I really think you need to start by buying all your own meat (for your consumption) from them first - I think you'll find if you scratch their back, they'll scratch yours  I personally think it's a bit of a cheek just going in and asking when you don't actually buy any meat from them - my butcher (who enables me to feed my six dogs for £20 a month, just their meat, bone and offal - not the extras) always says he'd much rather give me the free and hugely discounted stuff - someone who supports his business, than someone who gets their meat from Tesco  Give them some trade, don't mention the dog for a few months, and then see what he can do.


----------



## whitefire (Jun 15, 2012)

depending on your butcher they may or may not be happy being asked about meat for dogs. i read a post today about a butcher who apparently said 'their meat is for human consumption'.... my 2 butchers i found and go to are more than happy to get stuff for me, 1 actually asked me where my dog was when he was resting at home with a upset stomach. 

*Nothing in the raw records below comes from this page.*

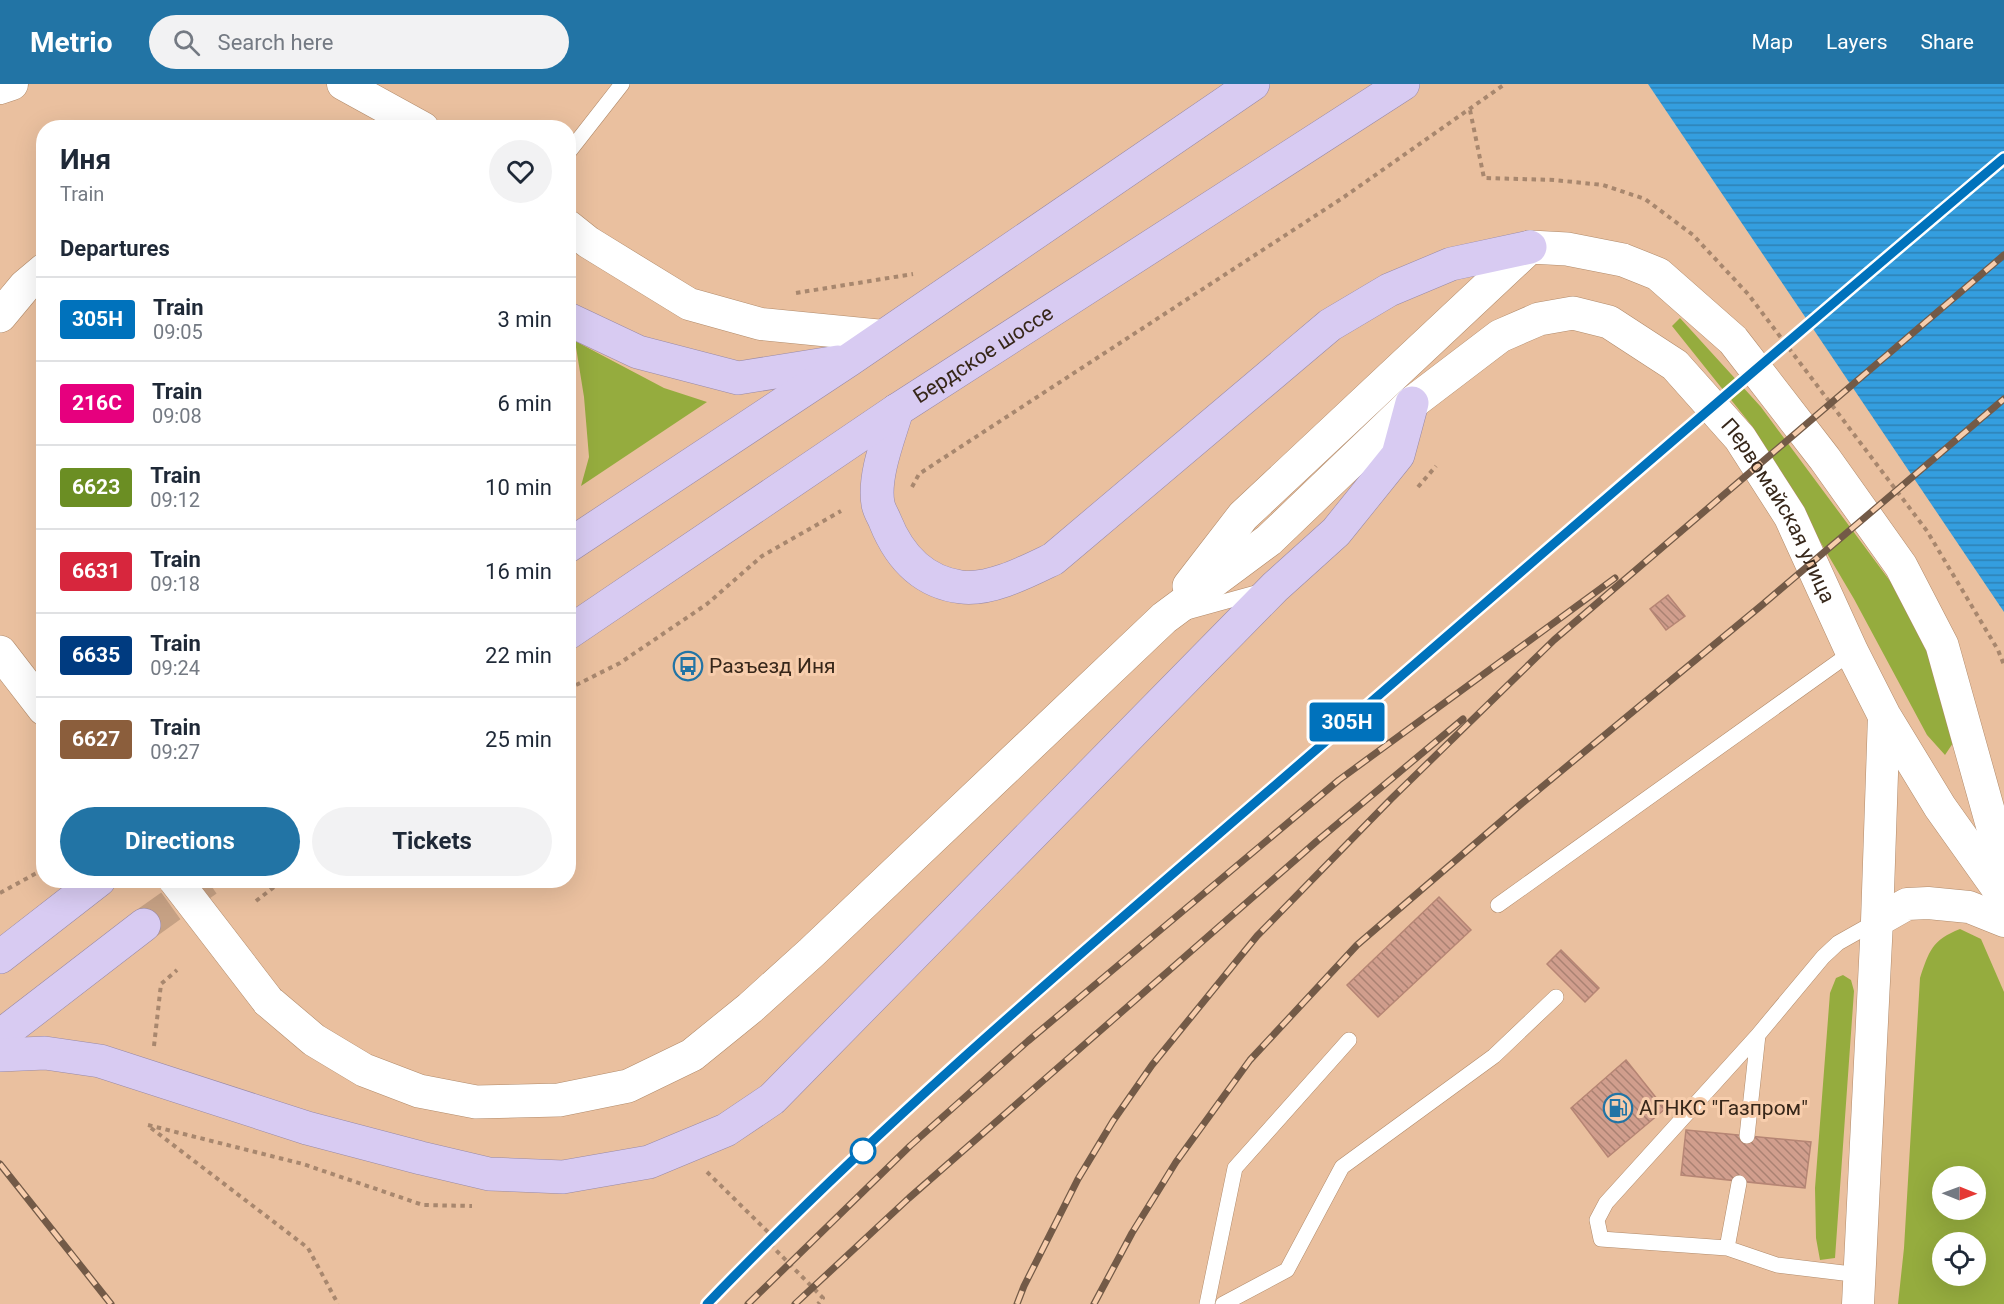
<!DOCTYPE html>
<meta charset="utf-8">
<style>
:root{--surface:#fff;--page:#f2f2f3;--text:#1f2937;--muted:#747a83;--line:#e0e1e3;--accent:#2274a5}
body{margin:0;font-family:Roboto,sans-serif;background:var(--page);color:var(--text);height:100vh;display:flex;flex-direction:column;font-size:22px;white-space:nowrap}
*{box-sizing:border-box;margin:0}
p{font-size:20px;color:var(--muted)}
.icon{flex:none;width:33px;height:33px;fill:none;stroke:currentColor;stroke-width:2;stroke-linecap:round;stroke-linejoin:round}
.map{position:relative;flex:1;overflow:hidden}
.details{position:absolute;left:36px;top:36px;width:540px;height:768px;display:flex;flex-direction:column;background:var(--surface);border-radius:24px;box-shadow:0 6px 24px #0002}
.details>*{flex:none}
.badge{padding:0 12px;border-radius:4px;font-size:21px;line-height:39px}
.needle{width:39px;rotate:91deg}
.buttons{position:absolute;left:1932px;top:1082px;display:grid;gap:12px}
.buttons a{display:grid;place-items:center;width:54px;height:54px;border-radius:50%;background:var(--surface);box-shadow:0 6px 24px #0002;font-size:30px}
.map>.badge{position:absolute;translate:-50% -50%;box-shadow:0 0 0 3px #fff}
h2{padding:0 24px;font-size:22px;line-height:54px}
.round{display:grid;place-items:center;flex:none;width:63px;height:63px;border-radius:32px;background:var(--page)}
.headline{display:flex;align-items:center;justify-content:space-between;height:102px;padding:0 24px}
h1{font-size:28px;font-weight:700;line-height:45px}
.button{display:flex;gap:12px;margin-top:auto;padding:12px 24px}
.button a{flex:1;height:69px;border-radius:36px;background:var(--accent);color:#fff;font-size:24px;font-weight:700;line-height:69px;text-align:center}
.button a+a{background:var(--page);color:var(--text)}
ul{padding:0;list-style:none}
li{display:flex;align-items:center;gap:18px;height:84px;padding:0 24px;border-top:2px solid var(--line)}
li div{flex:1}
li b{display:block;font-size:22px}
li em{font-style:normal}
li .badge{min-width:66px;font-weight:700;text-align:center}
header{display:flex;align-items:center;gap:36px;box-sizing:border-box;height:84px;padding:0 30px;background:var(--accent);color:#fff}
header strong{font-size:28px}
nav{display:flex;gap:33px;margin-inline-start:auto;font-size:21px}
.search{width:420px;height:54px;background:var(--page);display:flex;align-items:center;gap:15px;box-sizing:border-box;padding:0 21px;border-radius:33px;color:var(--muted);font-size:22px}
.map>svg:first-child{display:block}
.green{fill:#95ac3e;fill-rule:evenodd}
.water{fill:url(#water-rules)}
.building{fill:url(#building-back-hatch);stroke:#b68574;stroke-width:1.5}
.lines{fill:none;stroke-linecap:round;stroke-linejoin:round}
.trunk-tunnel{stroke:#c6a184;stroke-width:33;stroke-dasharray:33 16;stroke-linecap:butt}
.service-casing{stroke:#b18a6a;stroke-width:16}
.minor-casing{stroke:#b18a6a;stroke-width:33}
.secondary-casing{stroke:#b18a6a;stroke-width:34}
.trunk-casing{stroke:#9989a4;stroke-width:34}
.path{stroke:#a8876e;stroke-width:4;stroke-dasharray:4.5 4.5;stroke-linecap:butt}
.service{stroke:#fff;stroke-width:15}
.minor{stroke:#fff;stroke-width:32}
.secondary{stroke:#fff;stroke-width:33}
.trunk{stroke:#d8cbf2;stroke-width:33}
.rail-casing{stroke:#735a47;stroke-width:7}
.rail{stroke:#f7cdac;stroke-width:4.5;stroke-dasharray:14;stroke-linecap:butt}
.secondary-bridge-casing{stroke:#b18a6a;stroke-width:34;stroke-linecap:butt}
.secondary-bridge{stroke:#fff;stroke-width:33}
.line-casing{stroke:#fff;stroke-width:14}
.line{stroke:#0072bc;stroke-width:9}
.stop-dot{fill:#fff;stroke:#0072bc;stroke-width:3}
.labels{text-anchor:middle;dominant-baseline:central;stroke-width:6;stroke-linejoin:round;paint-order:stroke}
.street-label{font-size:21px;fill:#37271a;stroke:#f7cdac}
.poi-label{font-size:21px;fill:#37271a;stroke:#f7cdac;text-anchor:start}
</style>
<header>
<strong>Metrio</strong>
<div class="search"><svg class="icon" aria-label="search" viewBox="0 0 24 24"><circle cx="10" cy="10" r="6"/><path d="M15 15l6 6"/></svg>Search here</div>
<nav><a>Map</a><a>Layers</a><a>Share</a></nav>
</header>
<div class="map">
<svg width="2004" height="1220" viewBox="0 0 2004 1220">
<defs>
<pattern id="water-rules" width="6" height="5" patternUnits="userSpaceOnUse" patternTransform="scale(1.5)"><rect width="6" height="5" fill="#349edf"/><path d="M0 2.5h6" fill="none" stroke="#2d81b4"/></pattern>
<pattern id="building-back-hatch" width="6" height="6" patternUnits="userSpaceOnUse" patternTransform="scale(1.5)"><rect width="6" height="6" fill="#d19e8d"/><path d="M-1 5l2 2M0 0l6 6M5-1l2 2" fill="none" stroke="#aa8172"/></pattern>
</defs>
<rect width="100%" height="100%" fill="#eac09f"/>
<path class="green" d="M1680,234l81,89 152,205 31,76 9,55 -8,12 -18,-20 -73,-136 -102,-173 -80,-100z
M575,257l89,47 43,14 -126,84 8,-29 -5,-60z
M1960,845l21,10 23,53v312h-106l6,-56 16,-270c9,-27 12,-38 40,-49zM1942,1092h34v33h-34zM1942,1158h34v33h-34z
M1843,891l8,5 3,11 -19,267 -15,2 -4,-22 -1,-50 15,-195 6,-15z"/>
<path class="water" d="M1648,0h356v528z"/>
<path class="building" d="M1668,511l17,21 -19,14 -16,-21z
M1439,813l32,33 -93,87 -31,-32z
M1561,866l38,38 -14,14 -38,-38z
M1626,976l39,49 -57,48 -37,-49z
M1686,1046l125,12 -6,46 -124,-13z"/>
<g class="lines">
<path class="trunk-tunnel" d="M144,841l63,-45"/>
<g class="service-casing">
<path id="service" d="M568,69l54,-69
M1187,528l76,-21
M1498,821l354,-253
M1747,1052l11,-101
M1727,1164l12,-65
M1860,1191l-83,-10 -50,-17 -126,-9 -4,-19 9,-17 152,-168 65,-78 15,-14 39,-22
M1207,1220l28,-136 114,-128
M1223,1220l64,-34 55,-103 152,-111 62,-59"/>
</g>
<g class="minor-casing">
<path id="minor" d="M343,0l80,44
M0,4l12,-4
M568,142l20,16 101,62 72,20 122,12
M1877,837l30,-17 21,-1 41,4 35,14
M1858,1220l19,-383 7,-206"/>
</g>
<g class="secondary-casing">
<g id="secondary">
<path d="M0,232l25,-30 19,-16"/>
<path d="M1189,502l54,-70 287,-269 37,2 56,11 35,14 75,66 92,119 76,107 41,79 62,222"/>
<path d="M0,568l44,57"/>
<path id="s1" d="M268,917l46,39 50,30 55,21 57,11 83,-2 69,-14 64,-31 58,-47 62,-56 352,-334 105,-78 143,-137 88,-67 39,-17 34,-6 36,9 66,43 65,73 50,78 62,136 32,63 56,92 64,90"/>
</g>
</g>
<g class="trunk-casing">
<g id="trunk">
<path d="M568,235l70,33 100,26 100,-16"/>
<path d="M897,326c-8,27 -24,66 -19,94 1,6 5,12 7,17 14,35 37,61 76,66 29,4 67,-16 92,-28l277,-234 59,-35 62,-26 79,-17"/>
<path d="M568,462l281,-186 404,-276"/>
<path id="s2" d="M568,549l329,-223 506,-326"/>
<path d="M0,873l99,-77"/>
<path d="M0,952l144,-111"/>
<path d="M0,971l45,-2 55,8 207,67 114,30 68,16 74,3 86,-15 77,-32 46,-31 503,-512 61,-55 62,-77 14,-52"/>
</g>
</g>
<path class="path" d="M1470,26l14,68 70,2 49,5 42,14 48,36 55,59 179,237 71,119 6,15
M796,209l117,-19
M912,403l7,-13 425,-277 161,-113
M1418,403l18,-21
M568,605l52,-26 87,-59 55,-48 79,-45
M0,809l44,-24
M256,817l27,-21
M154,962l7,-62 16,-14
M148,1041l155,39 120,41 49,1
M151,1044l157,120 30,56
M707,1088l61,60 -1,9 56,57 -5,6"/>
<use href="#service" class="service"/>
<use href="#minor" class="minor"/>
<use href="#secondary" class="secondary"/>
<use href="#trunk" class="trunk"/>
<g class="rail-casing">
<path id="rail" d="M0,1080l111,140
M707,1220c173,-180 364,-341 552,-505 247,-215 495,-428 745,-641
M748,1220l162,-158 118,-105 311,-261 276,-202
M795,1220l114,-106 408,-357 146,-122
M1017,1220l7,-18 54,-107 35,-58 39,-56 105,-129 134,-137 163,-159 450,-385
M1094,1220l38,-71 44,-71 74,-102 107,-115 163,-140 242,-200 242,-206"/>
</g>
<use href="#rail" class="rail"/>
<g class="secondary-bridge-casing">
<path id="secondary-bridge" d="M175,796l93,121"/>
</g>
<use href="#secondary-bridge" class="secondary-bridge"/>
</g>
<g class="lines">
<g class="line-casing">
<path id="line" d="M707,1220c177,-184 372,-349 565,-516 243,-211 486,-422 732,-630"/>
</g>
<use href="#line" class="line"/>
</g>
<defs>
<g id="bus-ring" transform="scale(1.5)"><circle r="9.5" fill="#f7cdac" stroke="#2274a5" stroke-width="1.5"/><path d="M-5-6H5V4H4V6H2V4H-2V6H-4V4H-5ZM-3.5-4V0h7V-4ZM-3.5 1.2v1.5H-2V1.2ZM2 1.2v1.5H3.5V1.2Z" fill="#2274a5"/></g>
<g id="fuel-ring" transform="scale(1.5)"><circle r="9.5" fill="#f7cdac" stroke="#2274a5" stroke-width="1.5"/><path d="M-5.5-6h7V0h2V4h1.3V-2.5L3-4.5l.8-.8L6-3V5H2.5V1h-1V6h-7ZM-4.2-4.7v3.2H.2V-4.7Z" fill="#2274a5"/></g>
</defs>
<g fill-rule="evenodd">
<use href="#bus-ring" x="688" y="582"/>
<use href="#fuel-ring" x="1618" y="1024"/>
</g>
<circle class="stop-dot" cx="863" cy="1067" r="12"/>
<g class="labels">
<g class="street-label">
<text stroke="none"><textPath href="#s2" startOffset="500">Бердское шоссе</textPath></text>
<text stroke="none"><textPath href="#s1" startOffset="1916">Первомайская улица</textPath></text>
</g>
<g class="poi-label">
<text x="709" y="582">Разъезд Иня</text>
<text x="1639" y="1024">АГНКС "Газпром"</text>
</g>
</g>
</svg>
<div class="buttons">
<a><svg class="needle" viewBox="-14 -14 28 28"><path d="M0-13l5 13h-10z" fill="#e53935"/><path d="M0 13l5-13h-10z" fill="#747a83"/></svg></a>
<a><svg class="icon" aria-label="locate" viewBox="0 0 24 24"><circle cx="12" cy="12" r="6"/><path d="M12 2v4M12 18v4M2 12h4M18 12h4"/></svg></a>
</div>
<b class="badge" style="left:1347px;top:638px;background:#0072bc;color:#fff">305Н</b>
<section class="details">
<div class="headline"><div><h1>Иня</h1><p>Train</p></div><a class="round"><svg class="icon" aria-label="heart" viewBox="0 0 24 24"><path d="M12 20l-8-8c-3-5 5-10 8-4 3-6 11-1 8 4z"/></svg></a></div>
<h2>Departures</h2>
<ul>
<li><span class="badge" style="background:#0072bc;color:#fff">305Н</span><div><b>Train</b><p>09:05</p></div><em>3 min</em></li>
<li><span class="badge" style="background:#e6007e;color:#fff">216С</span><div><b>Train</b><p>09:08</p></div><em>6 min</em></li>
<li><span class="badge" style="background:#6b8e23;color:#fff">6623</span><div><b>Train</b><p>09:12</p></div><em>10 min</em></li>
<li><span class="badge" style="background:#d7263d;color:#fff">6631</span><div><b>Train</b><p>09:18</p></div><em>16 min</em></li>
<li><span class="badge" style="background:#003b80;color:#fff">6635</span><div><b>Train</b><p>09:24</p></div><em>22 min</em></li>
<li><span class="badge" style="background:#8b5e3c;color:#fff">6627</span><div><b>Train</b><p>09:27</p></div><em>25 min</em></li>
</ul>
<div class="button"><a>Directions</a><a>Tickets</a></div>
</section>
</div>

to be honest, most of what you buy and the reason is none of their business. so if you don't feel comfortable with saying why you're buying testicles (for example) then don't tell them 

my other butcher actually was happy to order stuff for me and they give their waste away - they display it on the counter and the sign says ' Free bones - help yourself'. i did once help myself and came away with 4 full bags of waste which when i went through it was about a full shopping bag of good useable meats. i only spent £18 that day and that was a month ago


----------



## Guest (Jun 25, 2012)

SixStar said:


> I really think you need to start by buying all your own meat (for your consumption) from them first - I think you'll find if you scratch their back, they'll scratch yours  I personally think it's a bit of a cheek just going in and asking when you don't actually buy any meat from them - my butcher (who enables me to feed my six dogs for £20 a month, just their meat, bone and offal - not the extras) always says he'd much rather give me the free and hugely discounted stuff - someone who supports his business, than someone who gets their meat from Tesco  Give them some trade, don't mention the dog for a few months, and then see what he can do.


I'm a vegetarian so this won't work for me!


----------



## SixStar (Dec 8, 2009)

McKenzie said:


> I'm a vegetarian so this won't work for me!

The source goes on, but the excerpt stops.